> **Your task**
Look through the data below. Pick out the lines holding the string "hidden".

> **Supplied material**
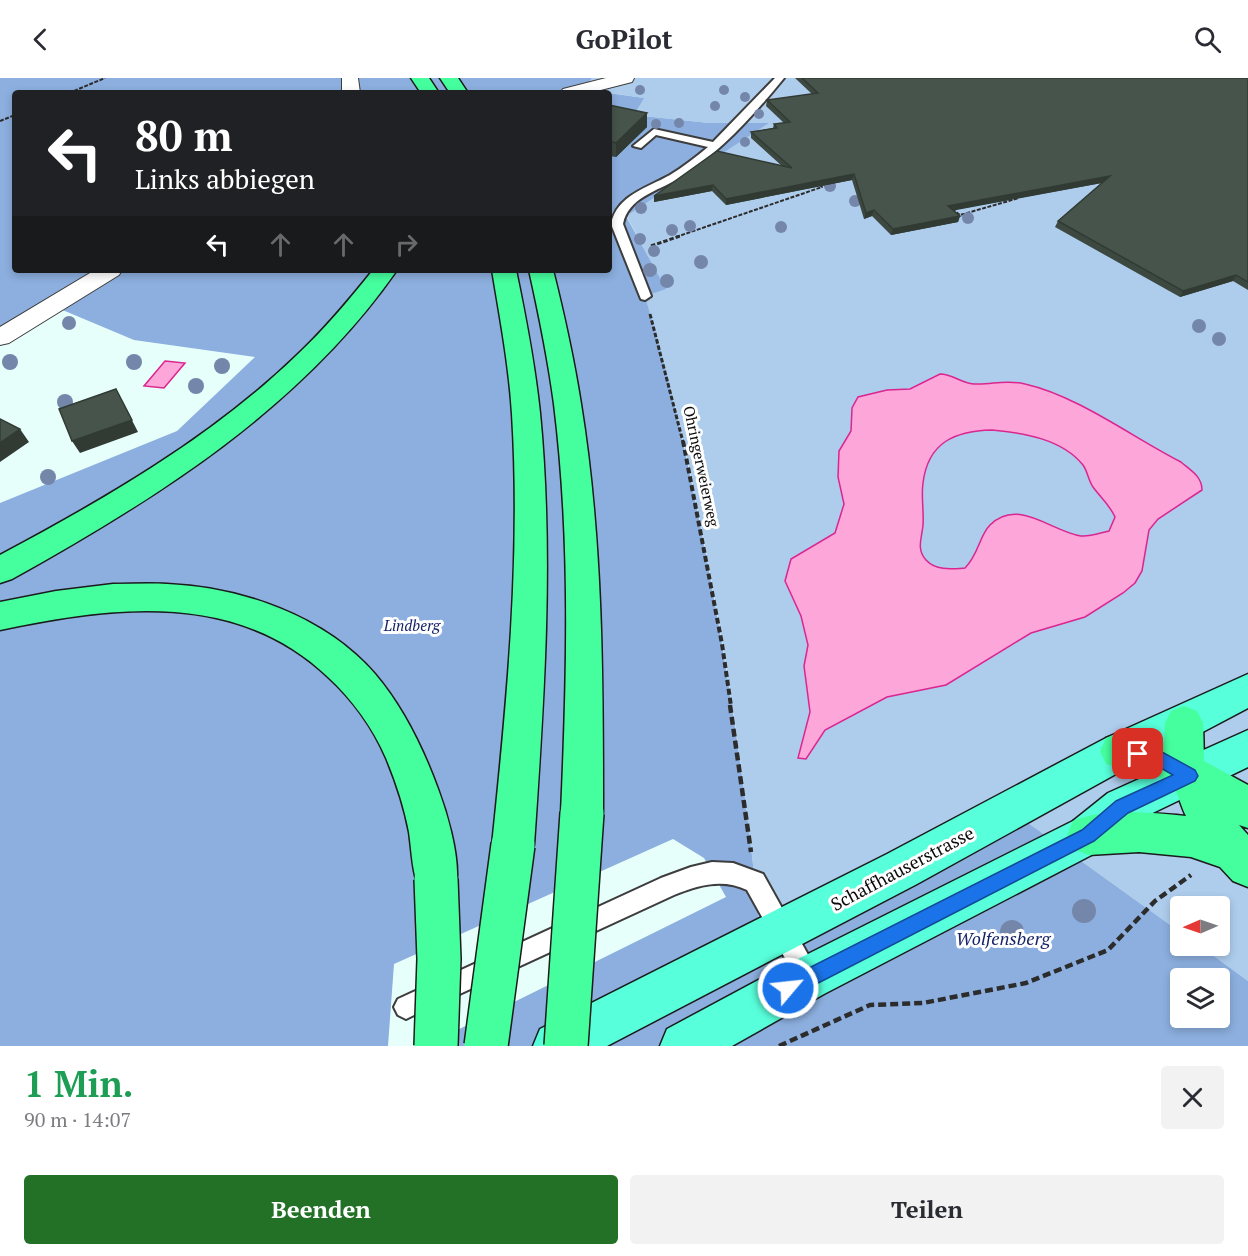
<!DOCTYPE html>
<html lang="de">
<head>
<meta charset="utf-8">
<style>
	:root { --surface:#fff; --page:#f2f2f3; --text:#2b2b33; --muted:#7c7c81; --accent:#237126 }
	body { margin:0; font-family:"PT Serif",serif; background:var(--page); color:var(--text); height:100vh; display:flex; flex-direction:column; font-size:22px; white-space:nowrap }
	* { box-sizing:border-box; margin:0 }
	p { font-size:20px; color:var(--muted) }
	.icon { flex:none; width:33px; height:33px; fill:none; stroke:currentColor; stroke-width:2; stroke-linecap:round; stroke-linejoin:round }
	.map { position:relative; height:968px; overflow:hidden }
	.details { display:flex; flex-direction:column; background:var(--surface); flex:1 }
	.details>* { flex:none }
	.guide { position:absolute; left:12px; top:12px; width:600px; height:183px; border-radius:6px; box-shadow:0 3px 9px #0003; background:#202124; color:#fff; overflow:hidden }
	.needle { width:39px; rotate:268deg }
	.tools { position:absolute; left:1170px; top:818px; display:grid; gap:12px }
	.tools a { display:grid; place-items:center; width:60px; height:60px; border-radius:6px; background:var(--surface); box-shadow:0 3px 9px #0003; font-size:30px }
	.pin { position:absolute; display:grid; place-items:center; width:51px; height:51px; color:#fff; margin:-26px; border-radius:12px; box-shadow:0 3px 9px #0006 }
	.me { position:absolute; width:66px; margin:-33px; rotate:62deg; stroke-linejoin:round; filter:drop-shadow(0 0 4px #0008) }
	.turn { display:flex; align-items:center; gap:21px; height:126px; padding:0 24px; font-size:27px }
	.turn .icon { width:78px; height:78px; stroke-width:2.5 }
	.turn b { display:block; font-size:42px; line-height:51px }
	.lanes { display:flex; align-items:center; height:57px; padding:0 24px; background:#0003; justify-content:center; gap:30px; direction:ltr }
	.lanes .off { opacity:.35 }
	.round { display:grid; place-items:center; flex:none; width:63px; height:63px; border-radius:6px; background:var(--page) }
	.overview { display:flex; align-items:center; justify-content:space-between; height:102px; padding:0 24px }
	h1 { font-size:36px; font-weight:600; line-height:45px; color:#1e9e55 }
	.cta { display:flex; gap:12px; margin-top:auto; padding:12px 24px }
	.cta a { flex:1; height:69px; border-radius:6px; background:var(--accent); color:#fff; font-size:24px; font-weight:600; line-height:69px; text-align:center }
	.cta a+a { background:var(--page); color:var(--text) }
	header { display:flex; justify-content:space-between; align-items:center; height:78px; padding:0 24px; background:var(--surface); font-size:27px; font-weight:600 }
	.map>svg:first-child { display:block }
	.green { fill:#aecded }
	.forest { fill:#8cafdf; fill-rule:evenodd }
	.water { fill:#fca6da; stroke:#da268e; stroke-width:1.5; fill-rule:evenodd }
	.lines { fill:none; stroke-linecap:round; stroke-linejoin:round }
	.lane-casing { stroke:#3d3d3d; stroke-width:4 }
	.street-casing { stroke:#3d3d3d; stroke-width:2 }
	.primary-casing { stroke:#1b1b1b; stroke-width:3 }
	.highway-casing { stroke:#1b1b1b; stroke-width:3 }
	.path-far3 { stroke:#2c2c2c; stroke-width:2; stroke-dasharray:4 1.5; stroke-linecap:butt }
	.path-far2 { stroke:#2c2c2c; stroke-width:3; stroke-dasharray:4.5 2; stroke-linecap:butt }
	.path-far1 { stroke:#2c2c2c; stroke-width:4; stroke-dasharray:6 3; stroke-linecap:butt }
	.path { stroke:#2c2c2c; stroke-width:4.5; stroke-dasharray:8 4; stroke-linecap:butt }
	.lane { fill:#fff; fill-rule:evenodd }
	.street { fill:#fff; fill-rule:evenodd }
	.primary { fill:#57ffda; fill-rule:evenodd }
	.highway { fill:#45ff9f; fill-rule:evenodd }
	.highway-bridge-casing { stroke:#1b1b1b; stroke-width:46; stroke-linecap:butt }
	.highway-bridge { stroke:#45ff9f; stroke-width:43 }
	.tree { fill:#7487aa }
	.wall { fill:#3c4840 }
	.shaded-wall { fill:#313b34 }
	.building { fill:#46544b; stroke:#313b34; stroke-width:1.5 }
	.route { fill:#1a73e8; stroke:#114b97; stroke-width:1.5 }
	.labels { text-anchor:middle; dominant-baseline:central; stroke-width:6; stroke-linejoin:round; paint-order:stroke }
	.street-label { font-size:15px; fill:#0a0a0a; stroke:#fff }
	.park-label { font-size:15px; font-style:italic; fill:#162467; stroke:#fff }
	.near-street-label { font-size:18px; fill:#0a0a0a; stroke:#fff }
	.near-park-label { font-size:18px; font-style:italic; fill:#162467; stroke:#fff }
</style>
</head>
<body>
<header><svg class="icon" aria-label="back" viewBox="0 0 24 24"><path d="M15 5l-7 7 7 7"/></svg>GoPilot<svg class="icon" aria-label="search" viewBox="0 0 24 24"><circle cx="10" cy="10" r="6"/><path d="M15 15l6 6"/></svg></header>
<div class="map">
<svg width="1248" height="968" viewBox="0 0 1248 968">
	<rect width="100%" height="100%" fill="#e7fffb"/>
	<!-- green -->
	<path class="green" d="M592,0H1248V903L1199,867H1220V828H1180V854L1010,732L761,864C745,693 719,521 681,353C671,308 657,263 645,218L665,210L626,137L768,45H709L634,37L643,20L604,14L588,6Z"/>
	<!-- forest -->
	<path class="forest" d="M0,0H592L588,6L608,15H15V192H609V15L644,20L634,37L709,45H769L626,138L666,211L645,218C658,263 671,309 681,355C718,522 745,693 761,863L1010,732L1180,854V867H1199L1248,903V968H425L726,819L704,780L673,761L394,886L388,968H0V425L177,353L255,279L134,262L53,228L0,251ZM1180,900H1220V939H1180Z"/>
	<!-- water -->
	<path class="water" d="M165,283L185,285L164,310L144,308Z
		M940,296C953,296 962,306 975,306C992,307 1005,301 1025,306C1078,318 1132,359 1181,384C1190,392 1202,398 1202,412L1158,441L1149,452L1142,493L1135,505L1123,515L1085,539L1031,555L946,607L887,619L825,652L806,681L798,680L810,634L804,588L808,567L801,538L785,503L791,481L835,455L844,426L838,399L839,373L851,353L852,330L858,319L887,312L910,311ZM992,352C1024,355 1062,361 1083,387C1088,394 1088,402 1093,409C1101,420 1109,426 1115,439L1109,453C1100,455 1089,459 1081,458C1052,454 1018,419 990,447C979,458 979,476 965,490C952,491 936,493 926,482C916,471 922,460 923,447C924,433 921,418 923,405C928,364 955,353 992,352Z"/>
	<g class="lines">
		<!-- lane casing -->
		<g class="lane-casing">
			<path id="lane" d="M775,0H784C753,38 719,76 678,101C657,113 628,120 623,146L651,218L645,222L641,221L611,146C617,117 647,110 670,97C683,89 696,79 708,69L656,57L641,70L633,68L654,51L713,64Z
				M712,784L733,785L763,796L816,891L820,899L816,907L808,911L800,907L747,812C723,800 698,807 674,817L414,937L406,941L398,937L394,929L398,921L661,800L691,789Z"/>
		</g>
		<!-- street casing -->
		<g class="street-casing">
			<path id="street" d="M342,0H358L360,15H342Z
				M606,0H634L632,4L589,15H560L563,11Z
				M95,192H122L119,197L9,265L0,267V249Z"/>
		</g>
		<!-- primary casing -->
		<g class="primary-casing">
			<path id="primary" d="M1248,596V630L1197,657L1134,686L917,806L607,968H533L540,951L887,776L1106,660Z
				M1248,652V689L1136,743L1103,771L824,916L732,968H660L667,951L792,884L1073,743L1108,715Z"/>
		</g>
		<!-- highway casing -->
		<g class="highway-casing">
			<path id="highway" d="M411,0H429L439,15H421Z
				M440,0H458L468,15H450Z
				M373,192H397C301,330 156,421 12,501L0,505V477C105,421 211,360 297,277C325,251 349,222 373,192Z
				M492,192H516C526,240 535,287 540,335C554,479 544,623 534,767L528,782L513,788L498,782L492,767C507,624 521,480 512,336C509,288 500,240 492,192Z
				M529,192H553C564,236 574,281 581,326C603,461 603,599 603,735L597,749L582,755L567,749L561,735C567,599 571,462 554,326C548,281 539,237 529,192Z
				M113,506C131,506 149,505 167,506C241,509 325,538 375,596C403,629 423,670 438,711C447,735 458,773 457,799C457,805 453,811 451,816L436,823L421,816C412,796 412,775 409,754C404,728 396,704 386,680C373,650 352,621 328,599C237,512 113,528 0,552V524L56,513Z
				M1184,628L1197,633L1203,645L1204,683L1248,707V750L1239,747L1248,757V809L1233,803L1220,789L1191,779L1139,774L1088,777L1073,771L1067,757L1073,743C1108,729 1149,735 1186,738C1181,729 1179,716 1172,708C1160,693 1124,692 1106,686L1100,673L1106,660L1120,655L1164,664L1165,645L1171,633Z"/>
		</g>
		<!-- path-far3 -->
		<path class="path-far3" d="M69,15L105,0
			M0,43L15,37
			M952,131L960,137L1019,120
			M676,159L822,109L819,106"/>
		<!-- path-far2 -->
		<path class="path-far2" d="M651,168L680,158
			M650,236L683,364"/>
		<!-- path-far1 -->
		<path class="path-far1" d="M683,363L722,566L731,628"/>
		<!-- path -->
		<path class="path" d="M730,627L751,774
			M779,968L870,927L923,925L1026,905L1108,872L1155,823L1191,797"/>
		<!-- lane -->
		<use href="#lane" class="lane"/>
		<!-- street -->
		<use href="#street" class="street"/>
		<!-- primary -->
		<use href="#primary" class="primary"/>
		<!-- highway -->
		<use href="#highway" class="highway"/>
		<!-- highway-bridge casing -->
		<g class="highway-bridge-casing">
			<path id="highway-bridge" d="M436,801L439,881L436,968
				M486,968L513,767
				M566,968L582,735"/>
		</g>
		<!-- highway-bridge -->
		<use href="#highway-bridge" class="highway-bridge"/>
	</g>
	<!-- trees -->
	<g class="tree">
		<circle cx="640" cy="12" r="5"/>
		<circle cx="724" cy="12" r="5"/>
		<circle cx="745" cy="19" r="5"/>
		<circle cx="715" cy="28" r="5"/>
		<circle cx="759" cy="36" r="5"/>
		<circle cx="679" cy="45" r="5"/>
		<circle cx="656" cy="46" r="5"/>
		<circle cx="745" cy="64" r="5"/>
		<circle cx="830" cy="108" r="6"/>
		<circle cx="855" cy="123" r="6"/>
		<circle cx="641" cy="130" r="6"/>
		<circle cx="968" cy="140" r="6"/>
		<circle cx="690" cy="148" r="6"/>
		<circle cx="781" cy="149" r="6"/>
		<circle cx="672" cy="152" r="6"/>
		<circle cx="640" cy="161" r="6"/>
		<circle cx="654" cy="173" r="6"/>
		<circle cx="701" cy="184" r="7"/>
		<circle cx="650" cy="192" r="7"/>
		<circle cx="667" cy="203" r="7"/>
		<circle cx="69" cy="245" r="7"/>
		<circle cx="1199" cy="248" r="7"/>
		<circle cx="1219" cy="261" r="7"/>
		<circle cx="10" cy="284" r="8"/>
		<circle cx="134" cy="284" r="8"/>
		<circle cx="222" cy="288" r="8"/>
		<circle cx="196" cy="308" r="8"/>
		<circle cx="65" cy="324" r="8"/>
		<circle cx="48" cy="399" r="8"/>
		<circle cx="1084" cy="833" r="12"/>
		<circle cx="1012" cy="854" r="12"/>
	</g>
	<!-- wall -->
	<path class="wall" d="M795,0H1248V212L1233,203L1180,219L1055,149L1058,143L1102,105L953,132L960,138L958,144L891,157L872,138L864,141L852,102L726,127L712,113L654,124V118L782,88L751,60V54L773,50L774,46L784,45L766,28L767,22L812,16Z
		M609,27L647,35V49L616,79L609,78Z"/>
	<!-- shaded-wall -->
	<path class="shaded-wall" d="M647,35V49L616,79V65Z
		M854,96L852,102L726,127V121Z
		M1110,98L1107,104L946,134L948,128Z
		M713,107L712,113L654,124V118Z
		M874,132L872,138L864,141L866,135Z
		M960,138L958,144L891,157L893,151Z
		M1236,197L1233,203L1180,219L1183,213Z
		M116,311L138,354L80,375L72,363Z
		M20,351L29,364L0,384V365Z"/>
	<!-- building -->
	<path class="building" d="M802,0H1248V204L1236,197L1183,213L1058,143L1110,98L948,128L960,138L893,151L874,132L866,135L854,96L726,121L713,107L654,118L717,73L792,90L751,54L777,50L774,46L790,44L767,22L818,15Z
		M609,27L647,35L616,65L609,63Z
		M116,311L132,342L72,363L59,331Z
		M0,341L20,351L0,365Z"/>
	<!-- route -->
	<path class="route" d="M1138,669L1162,674L1195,692L1198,698L1195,703L1128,735L1094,763L795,917L788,920L781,917L779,910L781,904L1082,752L1116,723L1173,697L1154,686L1133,681L1130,676L1133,671Z"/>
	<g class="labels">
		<!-- street labels -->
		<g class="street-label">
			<text transform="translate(702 388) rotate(78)">Ohringerweierweg</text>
		</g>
		<!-- park labels -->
		<g class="park-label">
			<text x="412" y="547">Lindberg</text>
		</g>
		<!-- near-street labels -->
		<g class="near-street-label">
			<text transform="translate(902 790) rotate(-28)">Schaffhauserstrasse</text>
		</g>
		<!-- near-park labels -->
		<g class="near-park-label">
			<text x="1003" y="860">Wolfensberg</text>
		</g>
	</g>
</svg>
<div class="tools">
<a><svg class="needle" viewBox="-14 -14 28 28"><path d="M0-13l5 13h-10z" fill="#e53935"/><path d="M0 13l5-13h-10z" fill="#7c7c81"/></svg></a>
<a><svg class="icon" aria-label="layers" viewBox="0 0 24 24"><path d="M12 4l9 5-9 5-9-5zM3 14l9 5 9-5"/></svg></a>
</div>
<div class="pin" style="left:1138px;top:676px;background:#d93025"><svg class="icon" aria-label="arrive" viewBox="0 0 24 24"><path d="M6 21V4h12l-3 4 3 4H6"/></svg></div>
<svg class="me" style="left:788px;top:910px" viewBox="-20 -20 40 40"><circle r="17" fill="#1a73e8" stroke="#fff" stroke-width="3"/><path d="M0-11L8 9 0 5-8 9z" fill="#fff"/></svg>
<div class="guide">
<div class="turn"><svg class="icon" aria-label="left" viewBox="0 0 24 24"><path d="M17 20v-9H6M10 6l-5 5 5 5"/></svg><div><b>80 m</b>Links abbiegen</div></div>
<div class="lanes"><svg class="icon" aria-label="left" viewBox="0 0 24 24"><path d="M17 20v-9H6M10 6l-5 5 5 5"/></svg><svg class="icon off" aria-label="ahead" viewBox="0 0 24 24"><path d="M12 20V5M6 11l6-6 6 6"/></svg><svg class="icon off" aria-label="ahead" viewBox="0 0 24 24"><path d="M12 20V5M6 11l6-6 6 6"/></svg><svg class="icon off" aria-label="right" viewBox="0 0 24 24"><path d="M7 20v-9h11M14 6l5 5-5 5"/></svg></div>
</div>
</div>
<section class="details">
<div class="overview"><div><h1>1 Min.</h1><p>90 m · 14:07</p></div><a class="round"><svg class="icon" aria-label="close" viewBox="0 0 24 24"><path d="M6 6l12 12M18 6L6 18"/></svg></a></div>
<div class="cta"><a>Beenden</a><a>Teilen</a></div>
</section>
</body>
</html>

> **Solution for this task**
	.map { position:relative; height:968px; overflow:hidden }
	.guide { position:absolute; left:12px; top:12px; width:600px; height:183px; border-radius:6px; box-shadow:0 3px 9px #0003; background:#202124; color:#fff; overflow:hidden }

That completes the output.